* [INSTRUCTIONS TO FOLLOW]: Reproduce all the data exactly, without pictures.

* [RECORDS SHOWN]:
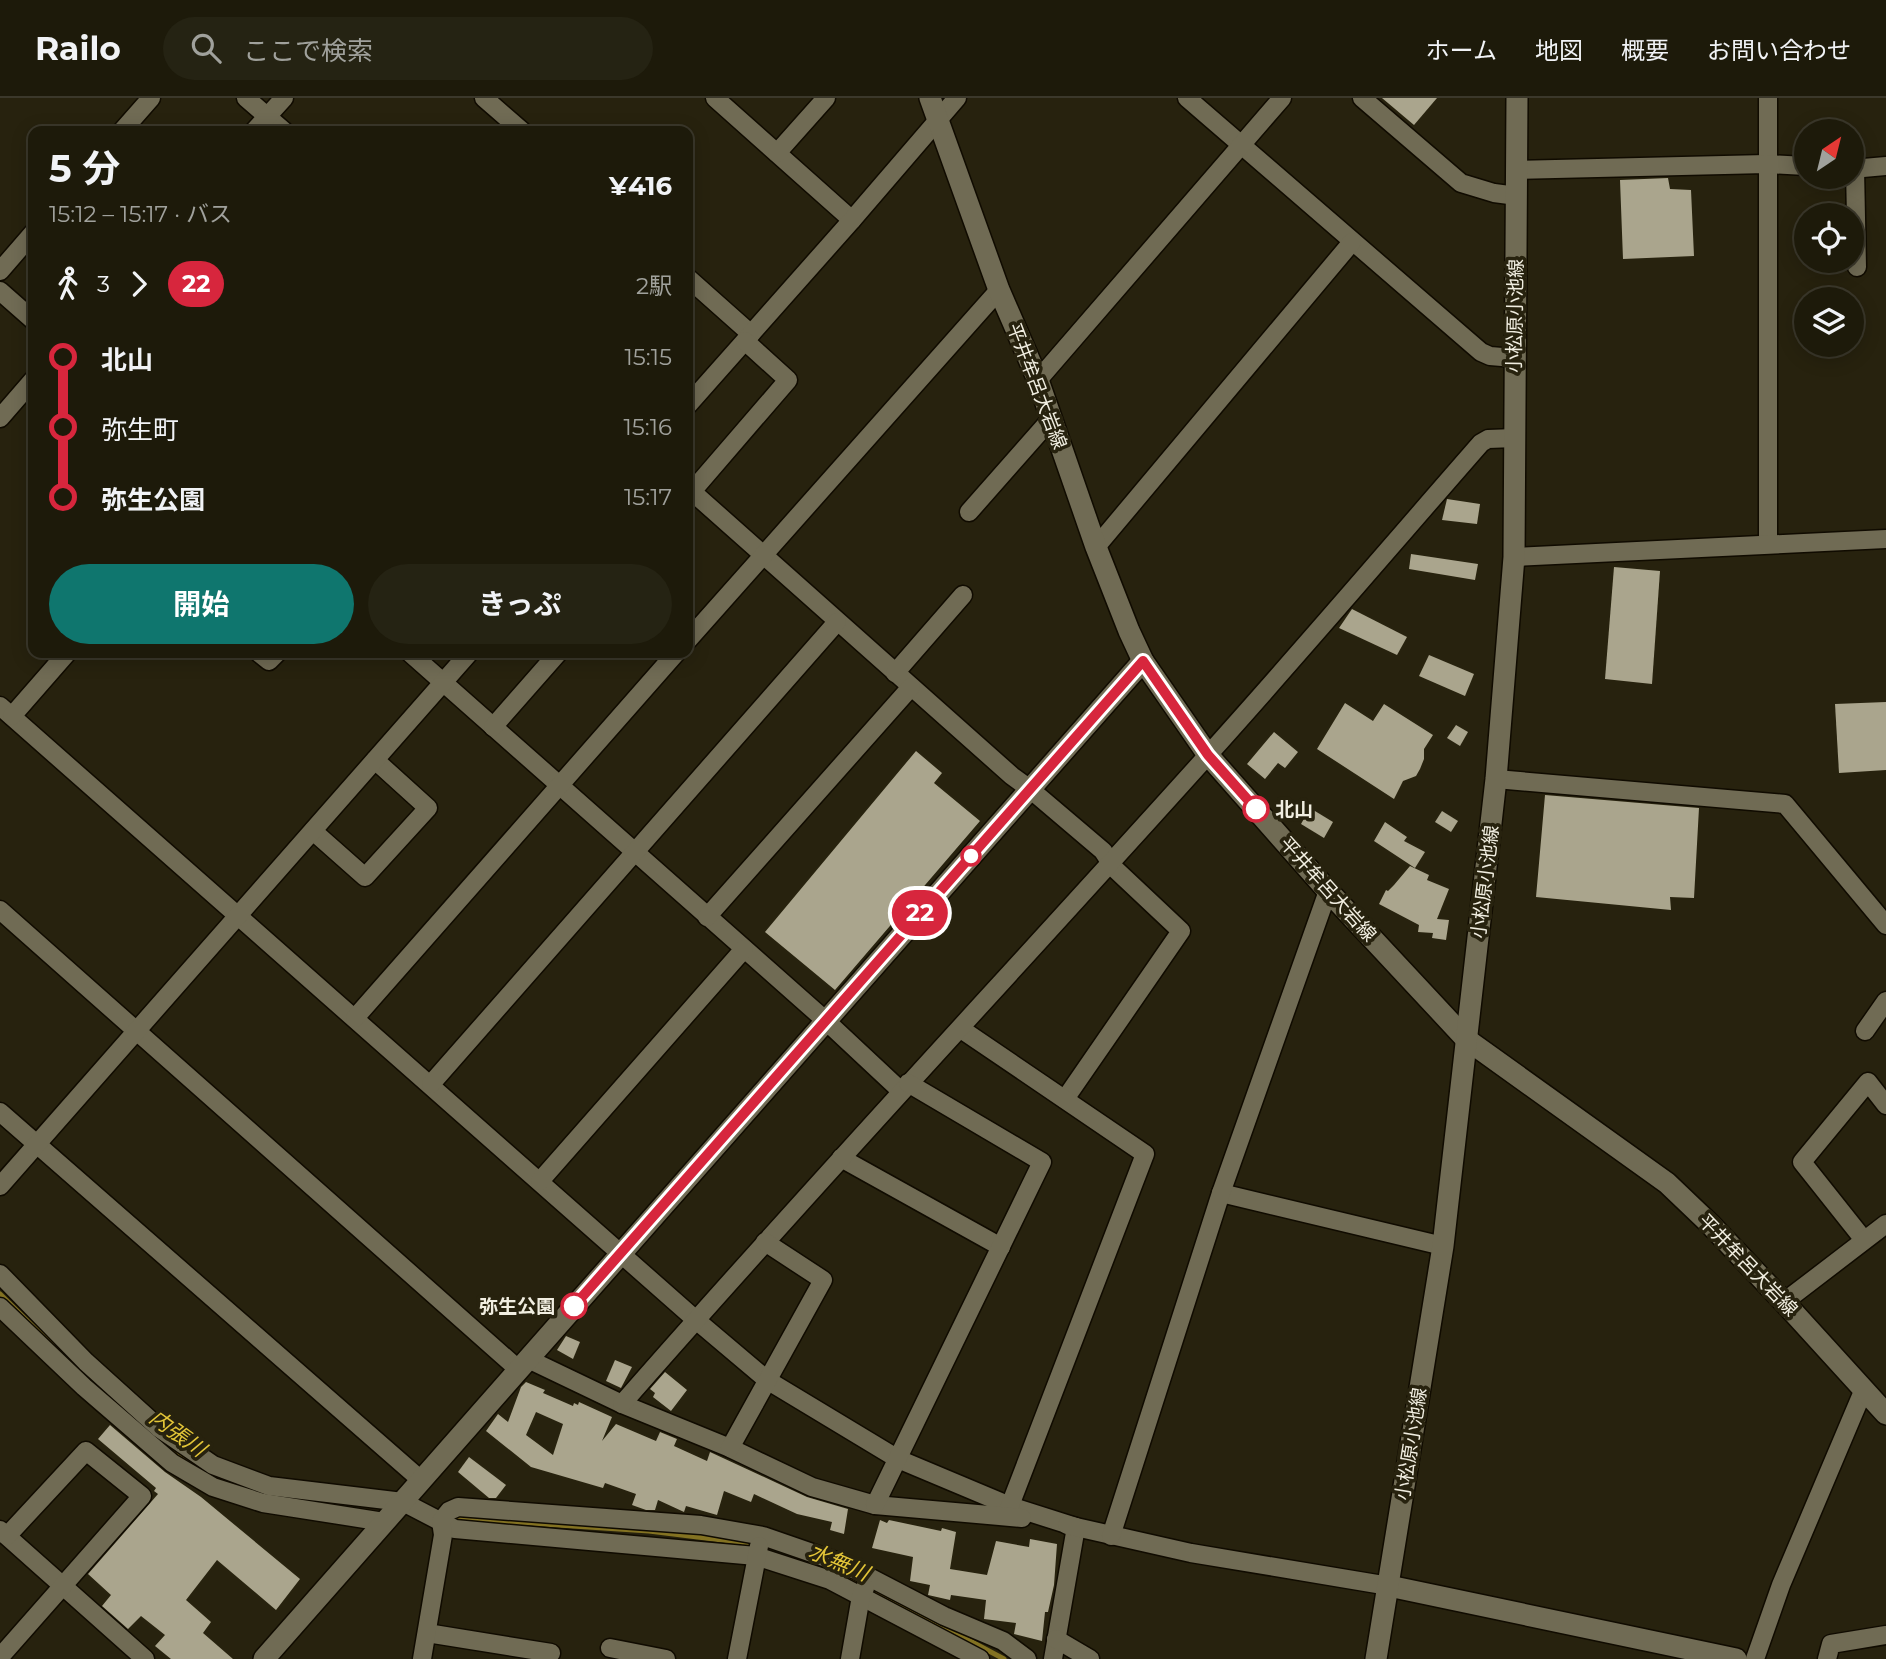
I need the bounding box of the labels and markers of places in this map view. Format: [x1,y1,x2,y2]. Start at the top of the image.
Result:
marker: 北山 [1243,796,1269,822]
place label: 北山 [1275,798,1313,821]
unlabelled marker [961,846,981,866]
marker: 弥生公園 [561,1293,587,1319]
place label: 弥生公園 [479,1295,555,1318]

* [OUTPUT FOR THIS TASK]:
I need the bounding box of the labels and markers of places in this map view. Format: [x1,y1,x2,y2]. Start at the top of the image.
Result:
marker: 北山 [1243,796,1269,822]
place label: 北山 [1275,798,1313,821]
unlabelled marker [961,846,981,866]
marker: 弥生公園 [561,1293,587,1319]
place label: 弥生公園 [479,1295,555,1318]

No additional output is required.